# Magnetic Ride Shock Abosrbers



## MarcF-TT (Jun 14, 2011)

Hello

Noticed my car making a noise going over bumps in the road. Had two garages say the rear shock absorbers need replacing as they're leaking.

The car has magnetic ride and I've been quoted £730 inc VAT to get them replaced. Does that sound about right?

The same garage quoted another £720 inc VAT to change the Haldex oil, DSG oil, major service and MOT. Is that on the high side?

Thanks as always!


----------



## xpanel (Jun 16, 2013)

http://www.ttforum.co.uk/forum/viewtopic.php?f=19&t=994297

I posted that 2 days ago with the same problem. Are you having issues with the front or the rear? I was told by Audi and through independent searches that the cheapest parts alone are for $460 each (always want to replace in pairs) so about £600 for parts alone.

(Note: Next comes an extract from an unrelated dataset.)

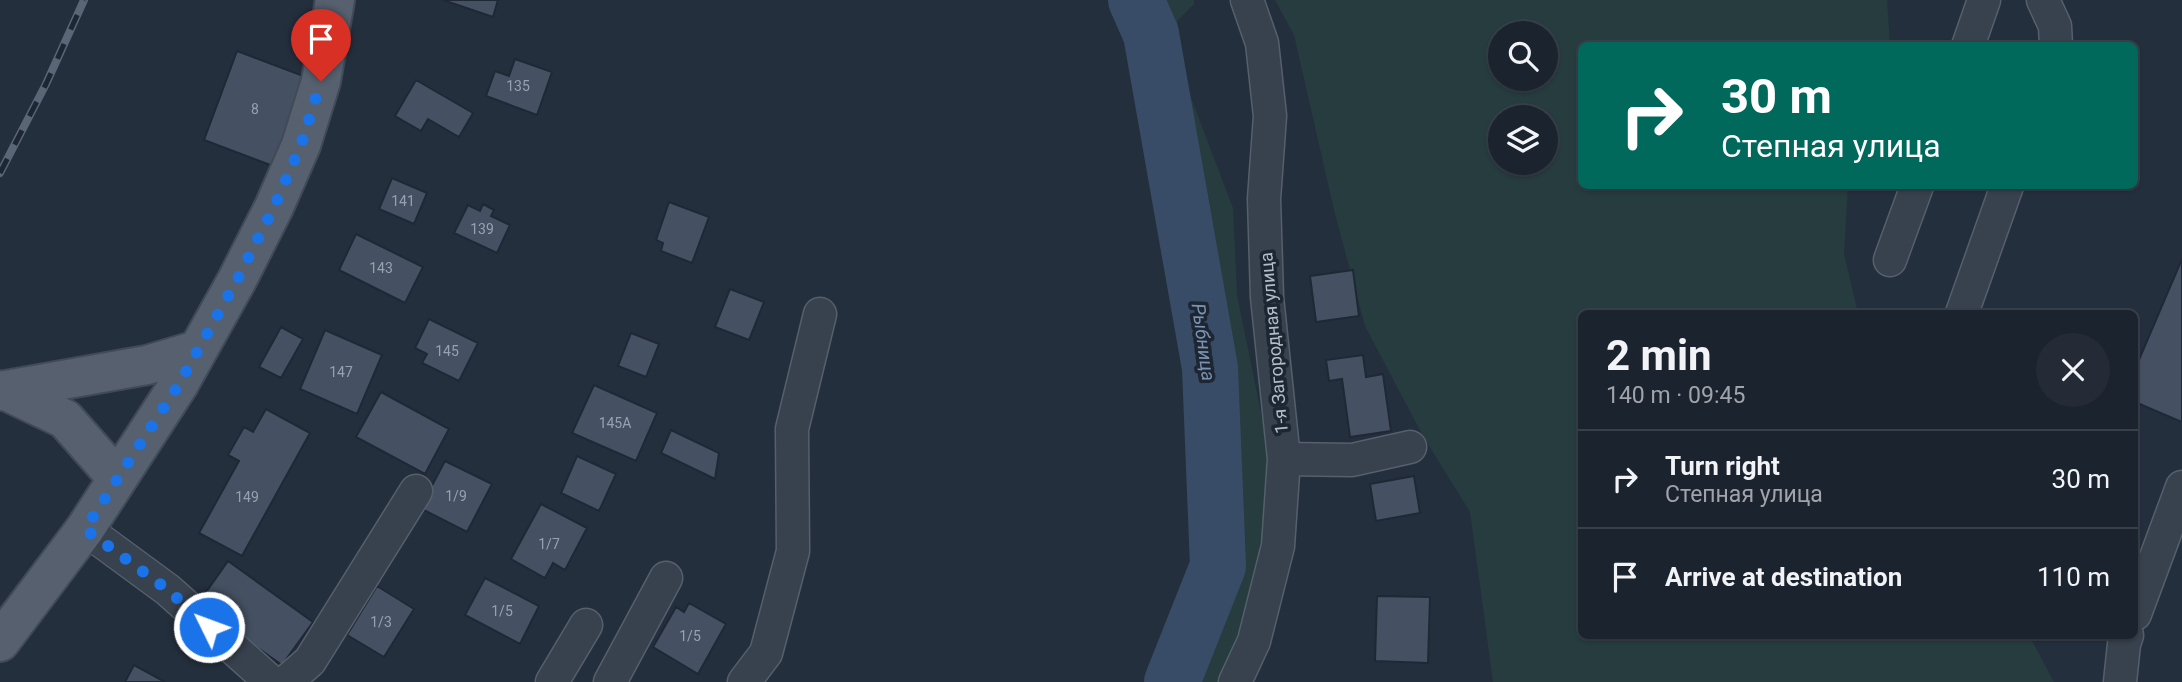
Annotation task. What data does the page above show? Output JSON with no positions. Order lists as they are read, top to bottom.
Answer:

I would say that the price isn't bad.


----------



## California3.2Quattro (Nov 27, 2014)

So even when mag ride is off, it's on in a way?

Kinda confused on this point. I have mag ride on my V6, and there is a definite tightening of the suspension when you hit the button. But with the button off, I have to say the car's suspension feels a lot like my wife's TT that doesn't have mag ride.


----------



## MarcF-TT (Jun 14, 2011)

It's the rear suspension. Spoke to another garage who quoted £520 all in. The parts are roughly £220 per corner - that's direct from Audi.

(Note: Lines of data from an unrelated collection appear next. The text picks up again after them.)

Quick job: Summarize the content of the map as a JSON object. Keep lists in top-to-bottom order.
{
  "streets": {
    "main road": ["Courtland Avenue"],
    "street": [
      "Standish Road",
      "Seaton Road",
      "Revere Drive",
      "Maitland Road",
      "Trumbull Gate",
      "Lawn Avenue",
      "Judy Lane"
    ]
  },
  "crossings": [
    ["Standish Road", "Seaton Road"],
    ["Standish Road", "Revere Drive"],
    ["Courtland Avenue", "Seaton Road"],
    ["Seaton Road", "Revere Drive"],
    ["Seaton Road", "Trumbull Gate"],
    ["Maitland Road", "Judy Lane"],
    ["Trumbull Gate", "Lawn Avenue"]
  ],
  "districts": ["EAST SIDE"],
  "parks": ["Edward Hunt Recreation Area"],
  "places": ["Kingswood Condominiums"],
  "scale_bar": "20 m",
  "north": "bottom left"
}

On a completely separate note, I noticed the car makes a noise from the front suspension going over bumps and recorded a short video of pushing down on the car. Anyone have any idea what is causing this? 




I'll be livid if the front shocks require changing too!


----------



## Blaylock1988 (Dec 29, 2014)

My rear right wheel well makes that same squeak noise when I turn or go over bumps at a slow speed. I don't know what it is yet. I also have mag-ride.


----------



## xpanel (Jun 16, 2013)

That makes me angry, damn you Audi for racking up prices in the US [smiley=bigcry.gif] . £410 each in the states..

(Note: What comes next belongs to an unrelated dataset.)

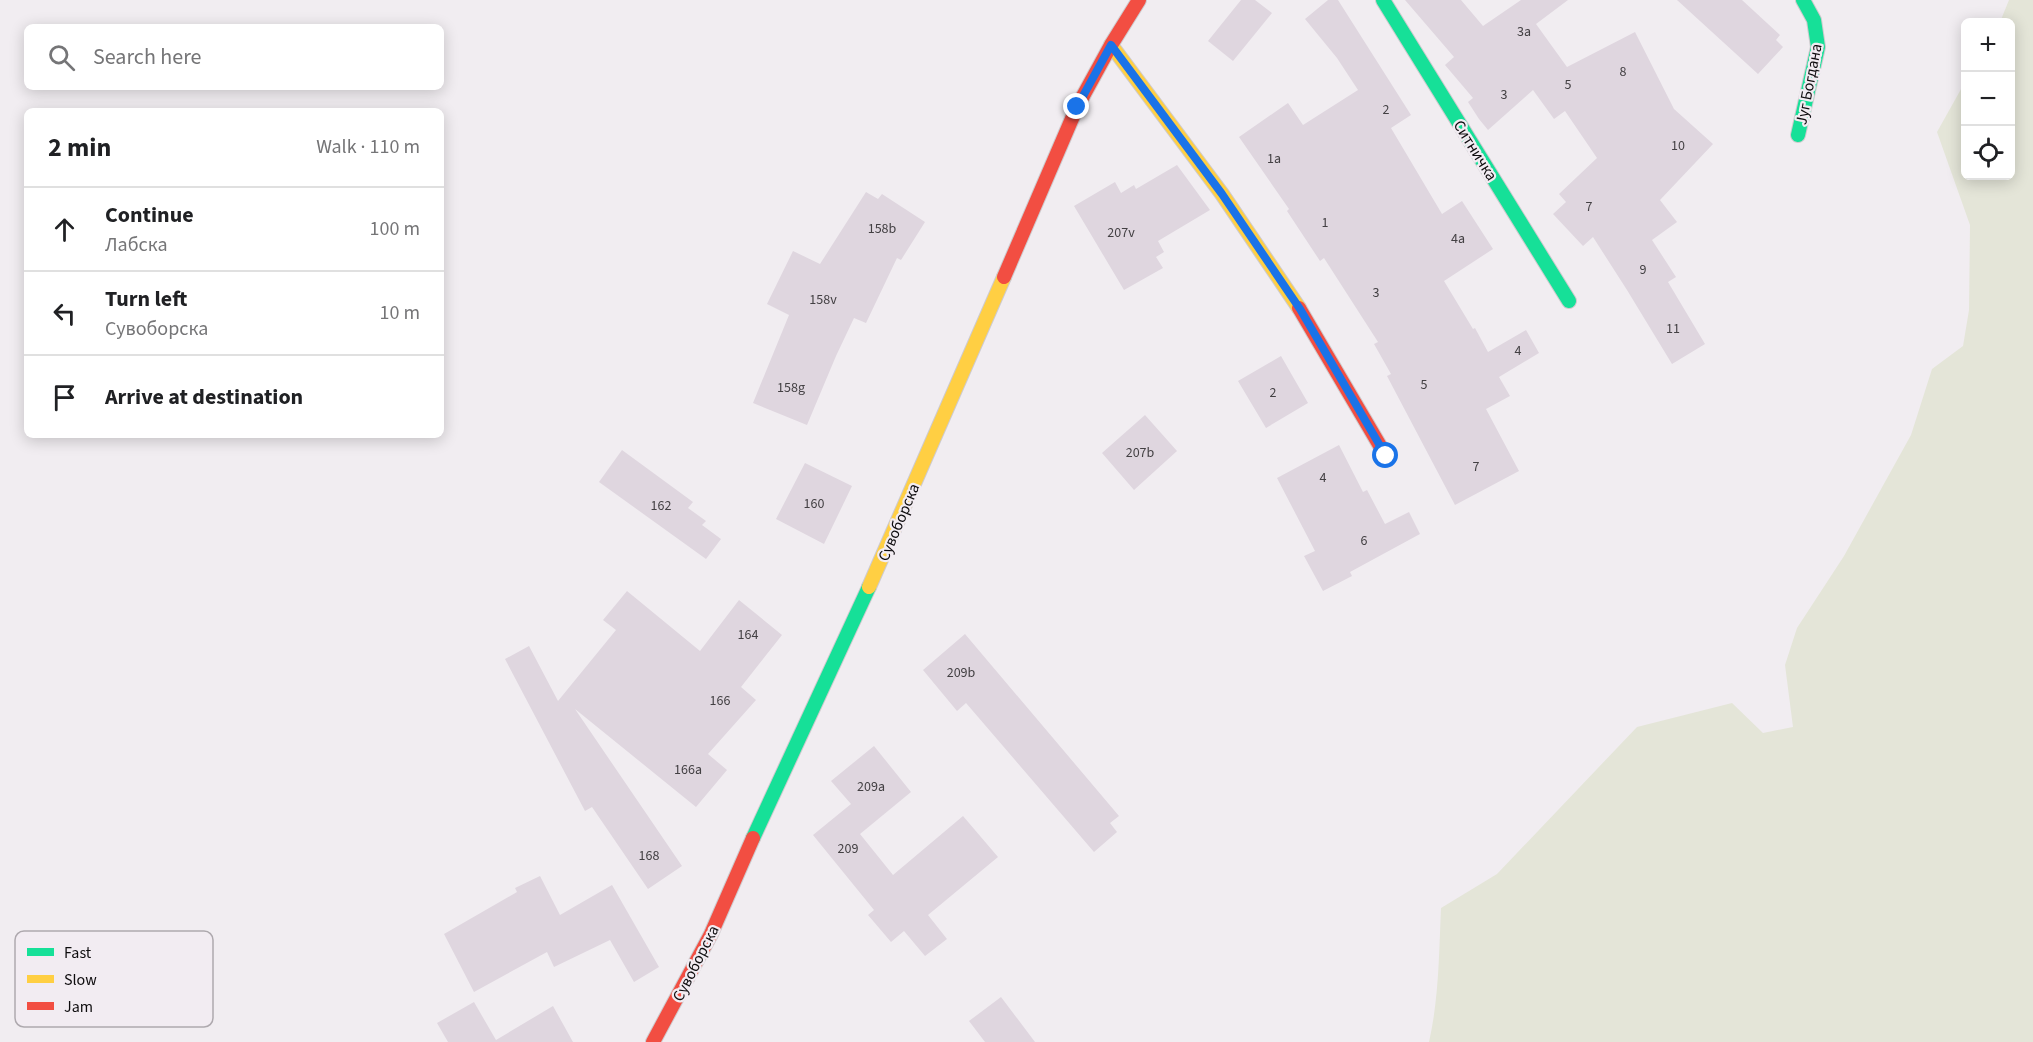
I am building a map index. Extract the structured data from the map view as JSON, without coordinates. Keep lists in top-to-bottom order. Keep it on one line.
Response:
{"streets":{"main road":["Југ Богдана","Ситничка","Сувоборска"]},"house_numbers":["3a","8","5","3","2","10","1a","7","1","158b","207v","4a","9","3","158v","11","4","5","158g","2","207b","7","4","160","162","6","164","209b","166","166a","209a","209","168"],"legend":["Fast","Slow","Jam"],"page":{"map_buttons":["+","−"],"search":"Search here","heading":["2 min","Walk · 110 m"],"list":[["Continue","Лабска","100 m"],["Turn left","Сувоборска","10 m"],"Arrive at destination"]}}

I'd say do it, but make sure that they are getting brand new shock absorbers and not part outs.


----------



## xpanel (Jun 16, 2013)

can you post a link to where I can buy them for only 200 pounds?


----------



## MarcF-TT (Jun 14, 2011)

Just call up any Audi garage. I phoned Glasgow Audi and asked for the parts department. Xpanel: that price in dollars works out at £300, more expensive than the UK but not double the price!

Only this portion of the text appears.